### Work task
In the entries below, how many lines hold the string "list"? Answer with the number only.

Dataset entries
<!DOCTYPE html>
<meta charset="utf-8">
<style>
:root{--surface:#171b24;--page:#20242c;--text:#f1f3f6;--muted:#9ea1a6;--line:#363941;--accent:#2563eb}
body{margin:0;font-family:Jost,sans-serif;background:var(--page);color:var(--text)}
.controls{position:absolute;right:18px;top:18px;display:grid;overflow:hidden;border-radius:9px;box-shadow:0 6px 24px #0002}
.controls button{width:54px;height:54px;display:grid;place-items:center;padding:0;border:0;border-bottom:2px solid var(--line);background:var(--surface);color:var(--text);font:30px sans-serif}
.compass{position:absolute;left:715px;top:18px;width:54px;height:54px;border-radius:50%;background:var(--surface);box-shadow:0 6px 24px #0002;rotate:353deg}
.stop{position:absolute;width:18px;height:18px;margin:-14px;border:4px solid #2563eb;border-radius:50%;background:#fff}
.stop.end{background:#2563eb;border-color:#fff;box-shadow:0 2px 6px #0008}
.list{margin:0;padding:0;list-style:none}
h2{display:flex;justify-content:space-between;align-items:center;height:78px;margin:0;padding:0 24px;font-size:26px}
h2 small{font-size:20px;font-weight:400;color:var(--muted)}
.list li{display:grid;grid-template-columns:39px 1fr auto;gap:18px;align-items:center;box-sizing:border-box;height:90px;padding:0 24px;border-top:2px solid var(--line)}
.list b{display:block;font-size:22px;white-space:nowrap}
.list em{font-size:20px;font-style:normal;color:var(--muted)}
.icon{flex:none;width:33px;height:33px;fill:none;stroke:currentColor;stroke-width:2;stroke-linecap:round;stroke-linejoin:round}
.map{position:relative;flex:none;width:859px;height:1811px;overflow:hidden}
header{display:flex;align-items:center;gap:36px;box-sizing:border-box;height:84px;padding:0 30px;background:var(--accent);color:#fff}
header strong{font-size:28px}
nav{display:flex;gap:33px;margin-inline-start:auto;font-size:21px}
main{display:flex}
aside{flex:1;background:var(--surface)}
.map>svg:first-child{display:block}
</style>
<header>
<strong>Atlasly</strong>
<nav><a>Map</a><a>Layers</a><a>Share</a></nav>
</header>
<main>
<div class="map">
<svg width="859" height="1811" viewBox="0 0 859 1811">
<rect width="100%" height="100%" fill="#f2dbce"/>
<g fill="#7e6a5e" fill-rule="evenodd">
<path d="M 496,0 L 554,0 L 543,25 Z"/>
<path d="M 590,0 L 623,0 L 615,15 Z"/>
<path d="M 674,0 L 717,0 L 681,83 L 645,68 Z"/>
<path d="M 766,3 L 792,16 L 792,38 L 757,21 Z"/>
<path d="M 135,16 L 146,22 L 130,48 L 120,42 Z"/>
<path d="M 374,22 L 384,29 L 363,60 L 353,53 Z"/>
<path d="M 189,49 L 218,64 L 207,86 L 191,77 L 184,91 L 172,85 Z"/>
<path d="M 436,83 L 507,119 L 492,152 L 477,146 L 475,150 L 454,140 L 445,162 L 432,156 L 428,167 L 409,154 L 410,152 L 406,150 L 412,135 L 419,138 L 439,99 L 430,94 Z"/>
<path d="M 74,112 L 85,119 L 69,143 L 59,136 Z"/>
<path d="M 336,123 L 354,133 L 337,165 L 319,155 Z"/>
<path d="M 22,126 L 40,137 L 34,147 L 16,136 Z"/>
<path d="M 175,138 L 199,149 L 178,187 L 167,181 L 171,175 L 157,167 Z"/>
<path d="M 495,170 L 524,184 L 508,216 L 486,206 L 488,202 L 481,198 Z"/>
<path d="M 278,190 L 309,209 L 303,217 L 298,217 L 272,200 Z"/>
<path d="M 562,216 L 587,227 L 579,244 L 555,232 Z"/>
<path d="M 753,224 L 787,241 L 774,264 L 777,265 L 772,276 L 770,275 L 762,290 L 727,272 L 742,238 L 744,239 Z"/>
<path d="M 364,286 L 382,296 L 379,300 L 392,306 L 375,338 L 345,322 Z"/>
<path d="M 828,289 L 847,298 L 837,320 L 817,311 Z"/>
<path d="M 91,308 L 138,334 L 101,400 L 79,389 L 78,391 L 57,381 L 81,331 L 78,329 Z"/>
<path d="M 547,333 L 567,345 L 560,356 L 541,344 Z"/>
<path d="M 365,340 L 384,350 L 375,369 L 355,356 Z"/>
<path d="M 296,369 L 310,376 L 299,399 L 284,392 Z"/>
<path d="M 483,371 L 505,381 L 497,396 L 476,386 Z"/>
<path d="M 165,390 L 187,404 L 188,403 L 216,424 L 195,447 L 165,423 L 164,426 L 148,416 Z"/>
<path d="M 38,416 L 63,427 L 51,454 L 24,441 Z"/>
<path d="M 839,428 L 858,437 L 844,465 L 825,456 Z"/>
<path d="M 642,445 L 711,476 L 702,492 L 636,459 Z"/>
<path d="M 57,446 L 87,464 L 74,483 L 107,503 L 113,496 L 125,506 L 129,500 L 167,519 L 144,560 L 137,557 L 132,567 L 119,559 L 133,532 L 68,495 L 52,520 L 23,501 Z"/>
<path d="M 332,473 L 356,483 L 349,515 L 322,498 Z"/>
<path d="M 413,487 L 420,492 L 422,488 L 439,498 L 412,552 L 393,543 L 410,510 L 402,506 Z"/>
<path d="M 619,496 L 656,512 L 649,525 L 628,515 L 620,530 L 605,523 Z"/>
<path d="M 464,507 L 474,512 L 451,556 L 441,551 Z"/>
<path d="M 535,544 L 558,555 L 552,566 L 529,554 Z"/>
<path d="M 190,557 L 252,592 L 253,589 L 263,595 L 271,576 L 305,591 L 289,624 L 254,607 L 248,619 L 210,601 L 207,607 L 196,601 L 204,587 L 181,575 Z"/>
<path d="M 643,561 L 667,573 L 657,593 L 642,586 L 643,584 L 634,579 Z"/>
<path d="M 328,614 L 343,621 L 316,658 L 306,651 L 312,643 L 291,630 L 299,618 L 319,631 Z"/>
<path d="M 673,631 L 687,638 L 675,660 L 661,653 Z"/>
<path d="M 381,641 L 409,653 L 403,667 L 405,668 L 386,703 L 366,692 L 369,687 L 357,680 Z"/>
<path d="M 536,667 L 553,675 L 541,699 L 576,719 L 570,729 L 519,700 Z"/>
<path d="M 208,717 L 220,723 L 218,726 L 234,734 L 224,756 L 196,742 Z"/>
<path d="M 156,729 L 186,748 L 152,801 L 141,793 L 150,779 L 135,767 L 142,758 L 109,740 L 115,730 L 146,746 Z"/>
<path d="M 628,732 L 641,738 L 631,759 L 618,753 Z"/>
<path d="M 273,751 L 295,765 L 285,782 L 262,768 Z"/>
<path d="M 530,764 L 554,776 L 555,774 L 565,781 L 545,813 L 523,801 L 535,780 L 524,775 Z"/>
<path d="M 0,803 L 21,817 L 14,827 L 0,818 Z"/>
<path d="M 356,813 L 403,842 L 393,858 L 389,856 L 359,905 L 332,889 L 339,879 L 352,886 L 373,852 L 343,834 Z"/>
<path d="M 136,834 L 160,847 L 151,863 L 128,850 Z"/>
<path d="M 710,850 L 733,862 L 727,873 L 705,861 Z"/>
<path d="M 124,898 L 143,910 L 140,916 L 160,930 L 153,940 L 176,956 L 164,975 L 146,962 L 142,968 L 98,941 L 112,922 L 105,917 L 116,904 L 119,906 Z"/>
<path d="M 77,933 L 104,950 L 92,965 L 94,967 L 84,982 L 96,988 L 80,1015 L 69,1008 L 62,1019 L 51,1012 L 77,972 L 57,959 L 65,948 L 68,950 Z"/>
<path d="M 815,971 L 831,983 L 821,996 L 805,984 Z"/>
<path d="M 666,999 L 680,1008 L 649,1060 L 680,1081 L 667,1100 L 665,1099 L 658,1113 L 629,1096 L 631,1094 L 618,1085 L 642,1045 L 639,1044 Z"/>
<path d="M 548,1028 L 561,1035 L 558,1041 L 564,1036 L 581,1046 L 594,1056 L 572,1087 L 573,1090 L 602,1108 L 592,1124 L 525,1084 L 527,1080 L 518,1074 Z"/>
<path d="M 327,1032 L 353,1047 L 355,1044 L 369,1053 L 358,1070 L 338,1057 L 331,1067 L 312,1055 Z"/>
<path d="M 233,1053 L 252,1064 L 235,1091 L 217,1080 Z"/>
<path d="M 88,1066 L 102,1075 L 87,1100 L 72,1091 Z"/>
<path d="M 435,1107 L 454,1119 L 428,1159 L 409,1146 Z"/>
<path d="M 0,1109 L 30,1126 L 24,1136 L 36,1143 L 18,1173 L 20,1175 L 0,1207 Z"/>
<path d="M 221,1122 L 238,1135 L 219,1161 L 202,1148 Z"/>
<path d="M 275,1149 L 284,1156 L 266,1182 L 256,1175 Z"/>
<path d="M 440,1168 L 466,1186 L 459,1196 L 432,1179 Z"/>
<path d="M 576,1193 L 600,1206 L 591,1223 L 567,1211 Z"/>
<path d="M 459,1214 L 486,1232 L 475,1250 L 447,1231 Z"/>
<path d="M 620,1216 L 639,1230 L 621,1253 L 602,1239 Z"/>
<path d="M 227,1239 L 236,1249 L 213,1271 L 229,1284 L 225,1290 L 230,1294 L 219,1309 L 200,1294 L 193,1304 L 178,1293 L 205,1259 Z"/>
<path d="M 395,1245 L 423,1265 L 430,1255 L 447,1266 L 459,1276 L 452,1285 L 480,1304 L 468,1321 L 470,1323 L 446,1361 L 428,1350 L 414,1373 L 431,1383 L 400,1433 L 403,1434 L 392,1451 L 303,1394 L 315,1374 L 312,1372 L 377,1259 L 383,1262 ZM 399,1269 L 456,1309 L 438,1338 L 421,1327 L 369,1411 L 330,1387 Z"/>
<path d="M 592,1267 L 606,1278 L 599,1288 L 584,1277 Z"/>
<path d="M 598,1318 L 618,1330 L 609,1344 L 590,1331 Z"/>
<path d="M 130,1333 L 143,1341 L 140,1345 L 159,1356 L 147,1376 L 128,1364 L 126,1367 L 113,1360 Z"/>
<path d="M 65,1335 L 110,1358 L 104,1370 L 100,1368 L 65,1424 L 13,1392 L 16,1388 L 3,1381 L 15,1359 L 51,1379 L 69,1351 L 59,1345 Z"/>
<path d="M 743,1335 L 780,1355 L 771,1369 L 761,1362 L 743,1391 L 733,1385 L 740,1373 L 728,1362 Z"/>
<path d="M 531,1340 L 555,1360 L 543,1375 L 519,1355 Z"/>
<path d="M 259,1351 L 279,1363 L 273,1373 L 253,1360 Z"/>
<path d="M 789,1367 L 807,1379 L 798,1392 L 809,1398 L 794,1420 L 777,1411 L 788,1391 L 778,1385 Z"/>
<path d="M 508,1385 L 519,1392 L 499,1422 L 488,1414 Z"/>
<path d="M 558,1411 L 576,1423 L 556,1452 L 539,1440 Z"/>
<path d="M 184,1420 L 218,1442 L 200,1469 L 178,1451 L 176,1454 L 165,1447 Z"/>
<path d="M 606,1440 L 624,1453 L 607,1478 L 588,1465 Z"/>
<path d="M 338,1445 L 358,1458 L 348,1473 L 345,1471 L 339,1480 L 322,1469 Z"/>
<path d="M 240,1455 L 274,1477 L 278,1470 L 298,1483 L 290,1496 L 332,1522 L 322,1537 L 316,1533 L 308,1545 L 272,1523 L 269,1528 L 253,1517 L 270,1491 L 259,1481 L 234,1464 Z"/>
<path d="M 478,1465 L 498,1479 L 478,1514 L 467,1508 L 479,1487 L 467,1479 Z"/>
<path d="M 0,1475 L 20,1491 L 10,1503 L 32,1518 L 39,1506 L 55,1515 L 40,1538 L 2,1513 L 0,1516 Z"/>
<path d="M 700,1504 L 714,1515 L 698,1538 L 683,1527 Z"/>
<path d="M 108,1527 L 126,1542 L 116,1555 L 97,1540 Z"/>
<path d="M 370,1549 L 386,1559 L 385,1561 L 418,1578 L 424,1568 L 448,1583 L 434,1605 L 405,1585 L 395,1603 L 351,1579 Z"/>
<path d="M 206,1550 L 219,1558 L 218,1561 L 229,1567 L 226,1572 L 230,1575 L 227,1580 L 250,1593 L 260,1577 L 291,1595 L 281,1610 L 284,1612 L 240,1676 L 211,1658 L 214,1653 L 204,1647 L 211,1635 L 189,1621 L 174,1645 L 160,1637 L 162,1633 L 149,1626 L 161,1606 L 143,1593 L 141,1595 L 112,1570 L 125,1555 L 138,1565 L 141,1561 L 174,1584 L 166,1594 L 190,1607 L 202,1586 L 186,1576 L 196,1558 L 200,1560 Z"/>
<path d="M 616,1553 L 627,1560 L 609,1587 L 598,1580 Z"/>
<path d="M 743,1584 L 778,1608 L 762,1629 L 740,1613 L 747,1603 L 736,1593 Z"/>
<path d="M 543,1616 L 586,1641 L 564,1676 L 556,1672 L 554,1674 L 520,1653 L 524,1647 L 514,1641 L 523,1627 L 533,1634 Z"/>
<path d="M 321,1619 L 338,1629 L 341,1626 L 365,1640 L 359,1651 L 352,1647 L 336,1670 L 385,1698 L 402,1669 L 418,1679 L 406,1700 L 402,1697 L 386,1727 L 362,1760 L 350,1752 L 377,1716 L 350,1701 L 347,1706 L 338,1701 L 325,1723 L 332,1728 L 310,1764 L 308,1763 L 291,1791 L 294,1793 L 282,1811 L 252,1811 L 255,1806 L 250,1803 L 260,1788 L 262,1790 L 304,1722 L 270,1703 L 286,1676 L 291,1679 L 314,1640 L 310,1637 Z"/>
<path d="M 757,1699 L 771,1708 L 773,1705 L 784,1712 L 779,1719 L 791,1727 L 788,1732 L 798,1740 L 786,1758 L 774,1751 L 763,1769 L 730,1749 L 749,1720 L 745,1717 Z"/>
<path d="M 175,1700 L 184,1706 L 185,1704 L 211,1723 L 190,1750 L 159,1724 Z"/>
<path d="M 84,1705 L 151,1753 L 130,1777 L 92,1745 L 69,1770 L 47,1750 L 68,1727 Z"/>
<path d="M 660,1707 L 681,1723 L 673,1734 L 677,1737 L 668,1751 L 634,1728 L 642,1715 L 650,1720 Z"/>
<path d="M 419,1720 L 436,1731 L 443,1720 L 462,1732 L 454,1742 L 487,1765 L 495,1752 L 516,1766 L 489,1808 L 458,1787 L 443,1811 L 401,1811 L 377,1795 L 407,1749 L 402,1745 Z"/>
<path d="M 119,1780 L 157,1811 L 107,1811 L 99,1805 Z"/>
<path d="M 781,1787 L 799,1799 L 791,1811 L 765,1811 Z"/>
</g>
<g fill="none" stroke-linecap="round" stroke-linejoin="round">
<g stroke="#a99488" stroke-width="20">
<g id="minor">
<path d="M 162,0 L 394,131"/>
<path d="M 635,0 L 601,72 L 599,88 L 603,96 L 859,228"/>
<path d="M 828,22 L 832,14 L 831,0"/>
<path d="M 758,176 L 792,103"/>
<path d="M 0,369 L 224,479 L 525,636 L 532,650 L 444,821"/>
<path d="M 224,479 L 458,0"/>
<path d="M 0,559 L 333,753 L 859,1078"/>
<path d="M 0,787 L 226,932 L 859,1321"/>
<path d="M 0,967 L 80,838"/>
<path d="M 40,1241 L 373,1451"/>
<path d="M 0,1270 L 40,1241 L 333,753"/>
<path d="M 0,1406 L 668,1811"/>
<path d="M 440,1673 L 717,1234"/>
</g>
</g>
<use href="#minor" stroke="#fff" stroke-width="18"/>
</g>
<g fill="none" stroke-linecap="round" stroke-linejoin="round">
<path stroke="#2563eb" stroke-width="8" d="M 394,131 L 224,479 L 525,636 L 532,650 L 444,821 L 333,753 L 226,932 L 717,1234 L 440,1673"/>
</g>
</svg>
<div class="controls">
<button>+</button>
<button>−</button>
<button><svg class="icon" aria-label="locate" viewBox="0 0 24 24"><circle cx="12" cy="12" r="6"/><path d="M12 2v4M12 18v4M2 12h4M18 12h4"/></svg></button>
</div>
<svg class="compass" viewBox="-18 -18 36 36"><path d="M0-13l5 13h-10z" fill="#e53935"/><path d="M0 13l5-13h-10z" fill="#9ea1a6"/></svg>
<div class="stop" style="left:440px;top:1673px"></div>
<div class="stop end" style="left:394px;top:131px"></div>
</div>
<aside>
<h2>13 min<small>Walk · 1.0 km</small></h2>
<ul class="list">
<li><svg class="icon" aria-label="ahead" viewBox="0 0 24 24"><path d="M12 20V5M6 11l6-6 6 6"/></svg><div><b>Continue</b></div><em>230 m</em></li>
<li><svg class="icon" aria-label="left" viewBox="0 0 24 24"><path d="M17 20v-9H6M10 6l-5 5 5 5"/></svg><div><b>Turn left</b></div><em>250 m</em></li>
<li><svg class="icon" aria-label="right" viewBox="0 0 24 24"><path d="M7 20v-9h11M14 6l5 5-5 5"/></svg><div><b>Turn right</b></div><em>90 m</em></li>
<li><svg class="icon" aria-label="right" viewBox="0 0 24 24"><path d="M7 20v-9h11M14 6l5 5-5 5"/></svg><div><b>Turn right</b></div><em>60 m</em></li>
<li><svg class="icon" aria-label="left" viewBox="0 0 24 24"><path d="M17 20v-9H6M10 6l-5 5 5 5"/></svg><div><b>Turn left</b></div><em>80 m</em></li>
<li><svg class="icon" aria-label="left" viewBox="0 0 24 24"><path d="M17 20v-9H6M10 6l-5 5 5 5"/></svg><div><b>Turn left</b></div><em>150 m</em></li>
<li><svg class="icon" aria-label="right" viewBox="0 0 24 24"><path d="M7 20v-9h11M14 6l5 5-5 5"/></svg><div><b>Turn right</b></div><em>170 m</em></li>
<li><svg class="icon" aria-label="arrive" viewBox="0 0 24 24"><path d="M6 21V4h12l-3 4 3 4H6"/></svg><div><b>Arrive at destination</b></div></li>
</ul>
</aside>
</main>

### Exercise result
5